RE: Big blackout. What happened?

In my opinion,the effect of this outage could have been reduced or minimised had power system operators acted promptly to initiate manual load shedding or islanding schemes.Some where some body has goofed up for sure.

RE: Big blackout. What happened?

My 2 cents worth....

After all is said and done, I believe the investigation will show a chain of events and that there will not be 1 single cause of the outage.

From an industry point of view, I believe all the attention to the system will be a positive for the future. I believe utilities will be able to get rate hikes to pay for transmission upgrades/new lines. I also believe that this will spark a public debate over deregulation. In the end, I believe deregulation will be used as a tool to spark reinvestment in the transmission system (note that the rates have to accomodate this) and regional ISO's will be the tool to regulate reliability standards.

In the end, everyone's rates will go up slightly, but that's the price you have to pay for reliable power, in my humble opinion!

RE: Big blackout. What happened?

I haven't seen it mentioned in the posts up to now, but what is the mix of generation types in the affected area? I know there are about six nuclear plants, but what are the rest?

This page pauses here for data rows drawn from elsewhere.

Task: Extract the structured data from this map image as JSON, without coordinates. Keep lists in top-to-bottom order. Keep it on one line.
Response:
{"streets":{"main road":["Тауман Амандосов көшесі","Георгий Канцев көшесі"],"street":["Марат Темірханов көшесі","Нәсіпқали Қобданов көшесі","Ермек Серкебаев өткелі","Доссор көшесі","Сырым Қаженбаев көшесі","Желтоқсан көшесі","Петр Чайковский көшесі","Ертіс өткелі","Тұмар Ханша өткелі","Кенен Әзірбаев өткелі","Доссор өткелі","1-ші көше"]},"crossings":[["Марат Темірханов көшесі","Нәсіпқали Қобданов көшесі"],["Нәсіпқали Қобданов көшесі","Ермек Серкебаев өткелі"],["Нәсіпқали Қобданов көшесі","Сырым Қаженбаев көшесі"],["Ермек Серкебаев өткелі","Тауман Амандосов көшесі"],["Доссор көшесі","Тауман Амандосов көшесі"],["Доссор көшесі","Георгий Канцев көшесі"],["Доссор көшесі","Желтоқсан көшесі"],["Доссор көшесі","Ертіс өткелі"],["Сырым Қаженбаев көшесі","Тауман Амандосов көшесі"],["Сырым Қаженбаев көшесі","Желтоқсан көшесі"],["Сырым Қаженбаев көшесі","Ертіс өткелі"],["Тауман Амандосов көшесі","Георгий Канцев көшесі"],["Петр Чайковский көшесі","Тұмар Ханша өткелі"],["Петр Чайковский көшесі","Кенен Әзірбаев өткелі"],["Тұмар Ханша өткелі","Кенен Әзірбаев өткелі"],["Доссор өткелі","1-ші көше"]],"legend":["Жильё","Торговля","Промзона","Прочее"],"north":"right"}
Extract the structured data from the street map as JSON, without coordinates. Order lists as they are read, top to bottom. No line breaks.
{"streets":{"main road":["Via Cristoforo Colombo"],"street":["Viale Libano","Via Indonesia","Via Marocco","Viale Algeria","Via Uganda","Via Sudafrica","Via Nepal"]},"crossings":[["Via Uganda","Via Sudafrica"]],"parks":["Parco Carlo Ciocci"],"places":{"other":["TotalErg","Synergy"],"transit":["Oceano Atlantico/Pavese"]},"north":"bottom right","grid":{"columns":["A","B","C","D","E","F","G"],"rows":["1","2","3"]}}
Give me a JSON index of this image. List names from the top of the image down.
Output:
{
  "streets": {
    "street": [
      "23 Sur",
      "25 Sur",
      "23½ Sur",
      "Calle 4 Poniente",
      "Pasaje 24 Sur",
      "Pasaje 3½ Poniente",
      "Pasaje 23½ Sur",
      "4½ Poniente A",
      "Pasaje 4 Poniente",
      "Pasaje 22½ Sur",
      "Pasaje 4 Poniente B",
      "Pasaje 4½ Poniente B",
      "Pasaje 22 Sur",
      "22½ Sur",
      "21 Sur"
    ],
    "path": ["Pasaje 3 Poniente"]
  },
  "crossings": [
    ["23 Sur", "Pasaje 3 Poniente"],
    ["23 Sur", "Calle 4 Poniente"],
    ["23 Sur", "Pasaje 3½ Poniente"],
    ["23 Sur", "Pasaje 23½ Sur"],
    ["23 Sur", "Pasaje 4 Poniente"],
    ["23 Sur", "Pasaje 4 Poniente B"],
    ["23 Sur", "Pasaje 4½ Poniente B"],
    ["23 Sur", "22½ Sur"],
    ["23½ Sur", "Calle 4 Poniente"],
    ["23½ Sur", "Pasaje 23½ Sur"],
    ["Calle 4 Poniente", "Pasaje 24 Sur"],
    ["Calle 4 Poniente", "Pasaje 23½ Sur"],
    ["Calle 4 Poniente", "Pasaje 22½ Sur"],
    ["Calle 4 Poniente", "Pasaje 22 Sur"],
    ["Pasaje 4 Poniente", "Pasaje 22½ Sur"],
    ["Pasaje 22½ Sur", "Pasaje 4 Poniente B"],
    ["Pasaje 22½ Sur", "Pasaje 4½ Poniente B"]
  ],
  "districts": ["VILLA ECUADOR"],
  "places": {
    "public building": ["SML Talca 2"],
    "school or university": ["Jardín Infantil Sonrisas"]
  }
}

Combustion turbines tend to react badly to dropping frequency because their compressor efficiency falls away so quickly. A drop in frequency of about 3.5% would cause the turbines at this site to dump load by disconnecting from the grid, as an example. If that takes place at a few sites, a cascade will occur unless the transmission system can shed load before the remaining generating plants dump load to protect themselves.

I don't know how a nuclear or hydro plant responds - I guess they are a lot less sensitive.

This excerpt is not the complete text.